Sunrise expects that it has cash balances and cash flow to meets its needs through March 30, 2009 and cannot borrow additional funds under its bank credit facility . In response to these factors, Sunrise is preserving cash reducing financial obligations and reach negotiated settlements with various creditors to preserve its liquidity and has also stopped funding certain projects and other obligations, and is seeking waivers with respect to existing defaults under many of its debt obligations to avoid acceleration of such obligations. Specifically, Sunrise has stopped or reduced payments associated with its German communities, development projects and its Fountains venture. Additionally, Sunrise is in discussions with various venture partners and third parties regarding the sale of certain assets to increase liquidity and reduce its obligations.
In a bold statement / request in its filing Sunrise says:
The Company believes it is in the best interests of all of its creditors to grant such waivers or reach negotiated settlements with Sunrise to enable the Company to continue operating. However, there can be no assurance that such waivers will be received or such settlements will be reached. If the defaults are not cured within applicable cure periods, if any, and if waivers or other relief are not obtained, the defaults can cause acceleration of the Company’s financial obligations under certain of its agreements, which the Company may not be in a position to satisfy. There can be no assurance that any of these efforts will prove successful. In the event of a failure to obtain necessary waivers or otherwise achieve a restructuring of its financial obligations, Sunrise may be forced to seek reorganization under the U.S. Bankruptcy Code. The existence of these factors raises substantial doubt about the Company’s ability to continue as a going concern and its auditors have modified their report with respect to the 2008 consolidated financial statements to include a going concern reference.

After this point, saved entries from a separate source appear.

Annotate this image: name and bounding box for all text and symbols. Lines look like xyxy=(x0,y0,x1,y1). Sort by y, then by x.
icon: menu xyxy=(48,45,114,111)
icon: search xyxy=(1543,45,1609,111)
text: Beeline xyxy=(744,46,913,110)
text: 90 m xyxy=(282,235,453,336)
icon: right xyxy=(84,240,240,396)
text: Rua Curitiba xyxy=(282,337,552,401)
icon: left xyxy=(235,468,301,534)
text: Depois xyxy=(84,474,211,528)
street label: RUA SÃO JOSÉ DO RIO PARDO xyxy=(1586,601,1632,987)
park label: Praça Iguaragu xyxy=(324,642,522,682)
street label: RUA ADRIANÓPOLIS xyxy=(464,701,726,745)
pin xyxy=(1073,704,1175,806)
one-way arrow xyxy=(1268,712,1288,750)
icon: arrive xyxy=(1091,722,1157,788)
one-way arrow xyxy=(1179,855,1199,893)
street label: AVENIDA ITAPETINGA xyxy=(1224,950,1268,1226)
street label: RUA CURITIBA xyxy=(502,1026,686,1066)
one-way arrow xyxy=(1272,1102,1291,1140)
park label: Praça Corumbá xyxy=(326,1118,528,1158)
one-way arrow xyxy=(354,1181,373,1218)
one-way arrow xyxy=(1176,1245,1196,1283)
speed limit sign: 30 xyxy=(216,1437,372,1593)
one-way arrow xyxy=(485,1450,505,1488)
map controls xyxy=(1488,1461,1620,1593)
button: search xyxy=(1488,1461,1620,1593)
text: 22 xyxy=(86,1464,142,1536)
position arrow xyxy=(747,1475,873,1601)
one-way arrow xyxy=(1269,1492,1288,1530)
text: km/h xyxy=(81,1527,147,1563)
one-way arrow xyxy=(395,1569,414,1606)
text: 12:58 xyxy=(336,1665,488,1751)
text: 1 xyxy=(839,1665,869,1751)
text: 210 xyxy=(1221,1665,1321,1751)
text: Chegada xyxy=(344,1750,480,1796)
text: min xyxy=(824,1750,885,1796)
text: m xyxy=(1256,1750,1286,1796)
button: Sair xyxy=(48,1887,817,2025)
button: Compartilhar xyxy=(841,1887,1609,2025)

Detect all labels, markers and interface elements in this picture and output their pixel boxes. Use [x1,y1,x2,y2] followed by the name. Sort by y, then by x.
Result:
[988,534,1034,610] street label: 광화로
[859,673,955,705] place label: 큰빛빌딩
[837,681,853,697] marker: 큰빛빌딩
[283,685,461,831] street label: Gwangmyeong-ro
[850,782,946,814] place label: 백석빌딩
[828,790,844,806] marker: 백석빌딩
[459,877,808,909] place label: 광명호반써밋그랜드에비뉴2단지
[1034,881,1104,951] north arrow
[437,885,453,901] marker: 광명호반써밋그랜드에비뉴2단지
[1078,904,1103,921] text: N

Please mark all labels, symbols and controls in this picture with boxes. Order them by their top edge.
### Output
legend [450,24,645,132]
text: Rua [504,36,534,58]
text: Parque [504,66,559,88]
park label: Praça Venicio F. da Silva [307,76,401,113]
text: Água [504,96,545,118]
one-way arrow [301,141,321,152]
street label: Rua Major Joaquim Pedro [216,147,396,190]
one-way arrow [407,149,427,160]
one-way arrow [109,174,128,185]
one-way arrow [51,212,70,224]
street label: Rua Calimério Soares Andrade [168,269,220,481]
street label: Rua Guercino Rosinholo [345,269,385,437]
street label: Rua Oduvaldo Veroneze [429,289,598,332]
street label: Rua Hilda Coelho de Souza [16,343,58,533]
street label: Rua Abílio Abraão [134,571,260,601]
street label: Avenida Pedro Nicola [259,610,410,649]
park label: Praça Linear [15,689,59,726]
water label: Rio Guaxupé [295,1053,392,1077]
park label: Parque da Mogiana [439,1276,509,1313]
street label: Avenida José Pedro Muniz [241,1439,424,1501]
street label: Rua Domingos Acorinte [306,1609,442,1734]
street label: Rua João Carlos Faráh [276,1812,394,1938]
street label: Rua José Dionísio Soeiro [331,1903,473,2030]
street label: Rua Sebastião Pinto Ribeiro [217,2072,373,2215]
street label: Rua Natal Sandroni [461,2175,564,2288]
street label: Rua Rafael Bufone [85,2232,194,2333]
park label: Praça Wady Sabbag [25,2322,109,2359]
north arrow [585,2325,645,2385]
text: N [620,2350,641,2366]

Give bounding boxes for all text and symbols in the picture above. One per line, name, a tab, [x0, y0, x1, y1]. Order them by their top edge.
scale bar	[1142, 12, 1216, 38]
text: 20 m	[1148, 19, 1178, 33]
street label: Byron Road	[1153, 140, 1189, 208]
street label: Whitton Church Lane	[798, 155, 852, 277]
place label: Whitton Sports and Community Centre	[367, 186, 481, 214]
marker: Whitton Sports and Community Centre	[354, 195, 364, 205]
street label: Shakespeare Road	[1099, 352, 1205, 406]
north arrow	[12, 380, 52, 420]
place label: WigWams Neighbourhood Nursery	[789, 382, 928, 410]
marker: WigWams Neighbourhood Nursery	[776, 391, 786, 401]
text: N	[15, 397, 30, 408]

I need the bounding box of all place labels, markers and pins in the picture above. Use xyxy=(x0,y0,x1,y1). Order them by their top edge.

Sunrise also announced that it does not intend to begin construction on any project in the United States in 2009 and has only two construction starts projected for the United Kingdom this year. At December 31, 2008, Sunrise had 26 communities under construction in North America and the United Kingdom and has strongly suggested to its lenders that they complete the funding of the projects through completion. The company states that is not in compliance with many of its construction loans and that its lenders could cease funding these projects. The company addresses that once the projects are completed, it feels that there are adequate reserves to fund the lease up period. However, based upon the current economic environment, are those assumptions still valid?